Exercise objective: The task calls for every line of the data to be retyped exactly.

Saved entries

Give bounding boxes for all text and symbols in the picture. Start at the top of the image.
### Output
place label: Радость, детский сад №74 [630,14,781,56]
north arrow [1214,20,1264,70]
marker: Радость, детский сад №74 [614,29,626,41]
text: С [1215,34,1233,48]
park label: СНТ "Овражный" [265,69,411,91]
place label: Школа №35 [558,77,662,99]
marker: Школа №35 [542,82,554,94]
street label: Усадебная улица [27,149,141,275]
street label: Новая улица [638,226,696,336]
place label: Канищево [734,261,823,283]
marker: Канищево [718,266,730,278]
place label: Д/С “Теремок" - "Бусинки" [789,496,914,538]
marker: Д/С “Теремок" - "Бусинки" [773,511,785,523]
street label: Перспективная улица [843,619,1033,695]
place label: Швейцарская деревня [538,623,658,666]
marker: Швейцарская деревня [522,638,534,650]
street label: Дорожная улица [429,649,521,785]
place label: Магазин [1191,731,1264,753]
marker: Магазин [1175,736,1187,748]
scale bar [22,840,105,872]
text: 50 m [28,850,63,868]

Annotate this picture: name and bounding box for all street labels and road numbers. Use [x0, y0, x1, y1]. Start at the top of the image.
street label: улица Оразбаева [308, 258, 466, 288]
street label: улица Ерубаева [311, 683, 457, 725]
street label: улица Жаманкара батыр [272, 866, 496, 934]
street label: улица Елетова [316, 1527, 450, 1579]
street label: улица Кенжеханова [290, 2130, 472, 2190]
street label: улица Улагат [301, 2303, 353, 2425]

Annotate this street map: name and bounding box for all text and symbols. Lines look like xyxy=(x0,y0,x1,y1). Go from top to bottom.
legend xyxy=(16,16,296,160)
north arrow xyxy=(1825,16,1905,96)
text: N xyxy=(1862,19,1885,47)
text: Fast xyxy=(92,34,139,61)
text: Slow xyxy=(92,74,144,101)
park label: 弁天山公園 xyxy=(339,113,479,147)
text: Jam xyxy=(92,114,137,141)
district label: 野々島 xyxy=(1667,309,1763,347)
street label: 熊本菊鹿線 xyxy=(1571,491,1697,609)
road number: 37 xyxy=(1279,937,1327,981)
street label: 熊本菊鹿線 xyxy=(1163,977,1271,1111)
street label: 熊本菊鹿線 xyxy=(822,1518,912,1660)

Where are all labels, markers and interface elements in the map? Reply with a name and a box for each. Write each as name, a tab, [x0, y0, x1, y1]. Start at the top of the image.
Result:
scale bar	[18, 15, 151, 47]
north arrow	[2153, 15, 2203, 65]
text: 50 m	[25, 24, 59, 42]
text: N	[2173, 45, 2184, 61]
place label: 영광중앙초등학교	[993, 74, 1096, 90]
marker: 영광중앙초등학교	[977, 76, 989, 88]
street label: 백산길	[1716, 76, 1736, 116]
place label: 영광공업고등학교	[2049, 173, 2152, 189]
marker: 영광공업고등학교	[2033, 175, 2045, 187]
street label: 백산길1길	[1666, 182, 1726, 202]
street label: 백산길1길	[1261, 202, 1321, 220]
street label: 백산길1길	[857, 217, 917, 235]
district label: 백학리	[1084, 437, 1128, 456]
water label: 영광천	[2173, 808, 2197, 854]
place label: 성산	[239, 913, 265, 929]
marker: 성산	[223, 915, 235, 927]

Result of the task:
Give bounding boxes for all text and symbols in the picture. Start at the top of the image.
### Output
place label: Радость, детский сад №74 [630,14,781,56]
north arrow [1214,20,1264,70]
marker: Радость, детский сад №74 [614,29,626,41]
text: С [1215,34,1233,48]
park label: СНТ "Овражный" [265,69,411,91]
place label: Школа №35 [558,77,662,99]
marker: Школа №35 [542,82,554,94]
street label: Усадебная улица [27,149,141,275]
street label: Новая улица [638,226,696,336]
place label: Канищево [734,261,823,283]
marker: Канищево [718,266,730,278]
place label: Д/С “Теремок" - "Бусинки" [789,496,914,538]
marker: Д/С “Теремок" - "Бусинки" [773,511,785,523]
street label: Перспективная улица [843,619,1033,695]
place label: Швейцарская деревня [538,623,658,666]
marker: Швейцарская деревня [522,638,534,650]
street label: Дорожная улица [429,649,521,785]
place label: Магазин [1191,731,1264,753]
marker: Магазин [1175,736,1187,748]
scale bar [22,840,105,872]
text: 50 m [28,850,63,868]

Annotate this picture: name and bounding box for all street labels and road numbers. Use [x0, y0, x1, y1]. Start at the top of the image.
street label: улица Оразбаева [308, 258, 466, 288]
street label: улица Ерубаева [311, 683, 457, 725]
street label: улица Жаманкара батыр [272, 866, 496, 934]
street label: улица Елетова [316, 1527, 450, 1579]
street label: улица Кенжеханова [290, 2130, 472, 2190]
street label: улица Улагат [301, 2303, 353, 2425]

Annotate this street map: name and bounding box for all text and symbols. Lines look like xyxy=(x0,y0,x1,y1). Go from top to bottom.
legend xyxy=(16,16,296,160)
north arrow xyxy=(1825,16,1905,96)
text: N xyxy=(1862,19,1885,47)
text: Fast xyxy=(92,34,139,61)
text: Slow xyxy=(92,74,144,101)
park label: 弁天山公園 xyxy=(339,113,479,147)
text: Jam xyxy=(92,114,137,141)
district label: 野々島 xyxy=(1667,309,1763,347)
street label: 熊本菊鹿線 xyxy=(1571,491,1697,609)
road number: 37 xyxy=(1279,937,1327,981)
street label: 熊本菊鹿線 xyxy=(1163,977,1271,1111)
street label: 熊本菊鹿線 xyxy=(822,1518,912,1660)

Where are all labels, markers and interface elements in the map? Reply with a name and a box for each. Write each as name, a tab, [x0, y0, x1, y1]. Start at the top of the image.
Result:
scale bar	[18, 15, 151, 47]
north arrow	[2153, 15, 2203, 65]
text: 50 m	[25, 24, 59, 42]
text: N	[2173, 45, 2184, 61]
place label: 영광중앙초등학교	[993, 74, 1096, 90]
marker: 영광중앙초등학교	[977, 76, 989, 88]
street label: 백산길	[1716, 76, 1736, 116]
place label: 영광공업고등학교	[2049, 173, 2152, 189]
marker: 영광공업고등학교	[2033, 175, 2045, 187]
street label: 백산길1길	[1666, 182, 1726, 202]
street label: 백산길1길	[1261, 202, 1321, 220]
street label: 백산길1길	[857, 217, 917, 235]
district label: 백학리	[1084, 437, 1128, 456]
water label: 영광천	[2173, 808, 2197, 854]
place label: 성산	[239, 913, 265, 929]
marker: 성산	[223, 915, 235, 927]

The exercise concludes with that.